** Opening Source data block **

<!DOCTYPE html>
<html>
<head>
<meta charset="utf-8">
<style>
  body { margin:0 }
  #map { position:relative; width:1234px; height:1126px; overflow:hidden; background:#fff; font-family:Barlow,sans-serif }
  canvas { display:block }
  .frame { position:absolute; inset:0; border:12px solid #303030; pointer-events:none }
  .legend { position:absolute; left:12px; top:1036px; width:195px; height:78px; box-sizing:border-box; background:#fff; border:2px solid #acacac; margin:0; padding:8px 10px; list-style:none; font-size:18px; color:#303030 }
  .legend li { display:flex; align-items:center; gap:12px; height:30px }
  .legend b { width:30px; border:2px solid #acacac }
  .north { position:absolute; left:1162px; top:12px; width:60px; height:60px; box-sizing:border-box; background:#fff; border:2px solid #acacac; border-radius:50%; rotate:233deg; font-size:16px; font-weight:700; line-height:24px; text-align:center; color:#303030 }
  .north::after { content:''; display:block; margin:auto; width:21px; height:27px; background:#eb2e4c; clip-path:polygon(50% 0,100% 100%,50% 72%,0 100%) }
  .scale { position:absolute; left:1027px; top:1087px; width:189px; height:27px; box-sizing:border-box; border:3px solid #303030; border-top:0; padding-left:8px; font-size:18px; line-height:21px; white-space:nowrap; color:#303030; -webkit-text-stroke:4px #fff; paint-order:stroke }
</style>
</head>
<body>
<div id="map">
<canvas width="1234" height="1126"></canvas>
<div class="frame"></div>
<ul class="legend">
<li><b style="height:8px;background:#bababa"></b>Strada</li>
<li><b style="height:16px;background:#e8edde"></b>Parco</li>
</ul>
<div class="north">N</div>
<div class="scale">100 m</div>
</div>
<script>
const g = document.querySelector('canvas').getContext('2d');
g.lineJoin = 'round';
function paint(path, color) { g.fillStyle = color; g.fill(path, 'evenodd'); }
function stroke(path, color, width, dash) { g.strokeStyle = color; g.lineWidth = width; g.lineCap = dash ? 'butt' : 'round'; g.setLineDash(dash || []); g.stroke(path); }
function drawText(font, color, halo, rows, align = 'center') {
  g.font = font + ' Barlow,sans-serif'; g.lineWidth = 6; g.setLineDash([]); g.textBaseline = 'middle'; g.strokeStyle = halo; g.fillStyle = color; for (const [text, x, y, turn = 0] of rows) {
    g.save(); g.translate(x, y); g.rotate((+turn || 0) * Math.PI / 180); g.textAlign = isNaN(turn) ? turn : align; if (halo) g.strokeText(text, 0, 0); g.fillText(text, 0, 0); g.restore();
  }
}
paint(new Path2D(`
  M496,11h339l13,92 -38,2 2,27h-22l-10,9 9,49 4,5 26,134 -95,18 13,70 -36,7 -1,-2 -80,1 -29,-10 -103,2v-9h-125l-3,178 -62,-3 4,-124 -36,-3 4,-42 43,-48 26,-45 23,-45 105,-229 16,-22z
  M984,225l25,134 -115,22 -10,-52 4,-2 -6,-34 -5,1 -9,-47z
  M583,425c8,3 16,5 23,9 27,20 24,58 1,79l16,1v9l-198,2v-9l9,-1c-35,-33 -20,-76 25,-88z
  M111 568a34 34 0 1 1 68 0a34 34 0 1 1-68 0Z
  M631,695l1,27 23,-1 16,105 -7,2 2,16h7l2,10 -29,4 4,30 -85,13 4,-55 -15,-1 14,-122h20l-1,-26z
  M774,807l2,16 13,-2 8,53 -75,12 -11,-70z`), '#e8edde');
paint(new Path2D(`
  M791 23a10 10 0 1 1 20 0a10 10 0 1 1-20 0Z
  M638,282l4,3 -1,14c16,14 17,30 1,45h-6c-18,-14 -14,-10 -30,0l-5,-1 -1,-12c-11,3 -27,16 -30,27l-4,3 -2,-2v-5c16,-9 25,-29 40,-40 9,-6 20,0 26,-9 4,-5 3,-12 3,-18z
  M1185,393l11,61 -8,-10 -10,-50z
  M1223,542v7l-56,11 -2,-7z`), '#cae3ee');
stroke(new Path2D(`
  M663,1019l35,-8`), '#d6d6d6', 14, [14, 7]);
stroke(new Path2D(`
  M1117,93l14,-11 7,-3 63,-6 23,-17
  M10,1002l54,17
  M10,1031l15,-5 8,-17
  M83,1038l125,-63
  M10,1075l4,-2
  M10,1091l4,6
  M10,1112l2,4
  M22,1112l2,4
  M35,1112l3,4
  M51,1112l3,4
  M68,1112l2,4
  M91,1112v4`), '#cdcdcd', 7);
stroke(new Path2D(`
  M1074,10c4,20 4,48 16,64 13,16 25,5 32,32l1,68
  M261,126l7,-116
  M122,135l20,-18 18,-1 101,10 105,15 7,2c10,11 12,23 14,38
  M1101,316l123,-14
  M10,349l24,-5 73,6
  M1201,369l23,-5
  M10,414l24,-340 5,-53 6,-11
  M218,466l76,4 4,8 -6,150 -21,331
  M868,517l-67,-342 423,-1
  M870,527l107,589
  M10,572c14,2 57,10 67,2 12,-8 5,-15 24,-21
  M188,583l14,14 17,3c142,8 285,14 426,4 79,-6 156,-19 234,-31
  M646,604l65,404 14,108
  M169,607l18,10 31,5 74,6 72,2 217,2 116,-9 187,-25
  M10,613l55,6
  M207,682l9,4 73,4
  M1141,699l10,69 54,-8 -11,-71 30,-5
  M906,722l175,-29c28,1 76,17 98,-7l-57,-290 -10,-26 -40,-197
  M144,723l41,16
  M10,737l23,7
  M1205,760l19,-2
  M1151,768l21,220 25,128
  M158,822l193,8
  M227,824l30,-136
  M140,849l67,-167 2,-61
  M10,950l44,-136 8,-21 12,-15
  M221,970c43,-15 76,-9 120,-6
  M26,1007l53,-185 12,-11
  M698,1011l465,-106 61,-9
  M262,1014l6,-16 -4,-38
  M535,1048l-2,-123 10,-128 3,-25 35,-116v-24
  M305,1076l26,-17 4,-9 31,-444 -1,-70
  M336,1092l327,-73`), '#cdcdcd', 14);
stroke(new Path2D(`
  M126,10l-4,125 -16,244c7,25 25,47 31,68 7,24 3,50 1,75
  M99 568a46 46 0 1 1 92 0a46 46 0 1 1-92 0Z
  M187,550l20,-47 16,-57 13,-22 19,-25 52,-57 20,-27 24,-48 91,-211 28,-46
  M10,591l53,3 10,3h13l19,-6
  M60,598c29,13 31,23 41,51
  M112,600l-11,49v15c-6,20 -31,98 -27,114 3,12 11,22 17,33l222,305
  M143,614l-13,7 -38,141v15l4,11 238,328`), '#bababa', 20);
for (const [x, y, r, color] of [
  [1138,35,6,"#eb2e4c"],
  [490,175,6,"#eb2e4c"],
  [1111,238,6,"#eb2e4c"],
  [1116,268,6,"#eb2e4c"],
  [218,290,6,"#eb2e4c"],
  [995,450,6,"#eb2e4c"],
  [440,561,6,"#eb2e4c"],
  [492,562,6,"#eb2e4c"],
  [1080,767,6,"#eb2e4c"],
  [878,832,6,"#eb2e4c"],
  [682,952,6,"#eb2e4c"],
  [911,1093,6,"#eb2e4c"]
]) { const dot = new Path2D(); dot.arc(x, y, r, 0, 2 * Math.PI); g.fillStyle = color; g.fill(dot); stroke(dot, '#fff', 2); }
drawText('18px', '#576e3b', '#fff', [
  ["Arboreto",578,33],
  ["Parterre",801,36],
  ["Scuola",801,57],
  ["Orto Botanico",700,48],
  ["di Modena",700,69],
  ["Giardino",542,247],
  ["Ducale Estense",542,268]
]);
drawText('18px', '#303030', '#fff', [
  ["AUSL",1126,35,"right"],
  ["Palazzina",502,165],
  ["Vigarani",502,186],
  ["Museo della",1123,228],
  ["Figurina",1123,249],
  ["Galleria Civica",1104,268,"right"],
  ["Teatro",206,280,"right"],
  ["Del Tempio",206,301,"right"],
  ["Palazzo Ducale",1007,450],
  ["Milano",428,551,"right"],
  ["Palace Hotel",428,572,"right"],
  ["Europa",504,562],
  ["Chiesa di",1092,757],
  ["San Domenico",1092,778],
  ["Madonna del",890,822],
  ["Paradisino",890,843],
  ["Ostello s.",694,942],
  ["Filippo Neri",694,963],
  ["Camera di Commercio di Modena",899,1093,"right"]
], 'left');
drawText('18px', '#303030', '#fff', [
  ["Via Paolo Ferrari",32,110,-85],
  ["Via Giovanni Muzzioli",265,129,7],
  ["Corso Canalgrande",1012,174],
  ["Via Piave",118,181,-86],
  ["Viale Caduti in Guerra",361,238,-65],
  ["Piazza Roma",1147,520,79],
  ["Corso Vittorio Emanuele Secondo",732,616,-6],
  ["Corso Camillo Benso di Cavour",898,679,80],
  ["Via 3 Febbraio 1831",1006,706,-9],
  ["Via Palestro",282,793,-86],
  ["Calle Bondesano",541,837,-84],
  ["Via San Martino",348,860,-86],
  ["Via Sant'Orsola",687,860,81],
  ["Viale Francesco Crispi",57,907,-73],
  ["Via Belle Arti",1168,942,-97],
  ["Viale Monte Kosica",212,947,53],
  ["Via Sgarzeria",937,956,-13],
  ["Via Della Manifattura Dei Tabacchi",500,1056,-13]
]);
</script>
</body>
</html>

** Closing Source data block **

--- Aim of the exercise ---
Go through the material and copy every line in which the word "canvas" occurs.

--- Exercise response ---
  canvas { display:block }
<canvas width="1234" height="1126"></canvas>
const g = document.querySelector('canvas').getContext('2d');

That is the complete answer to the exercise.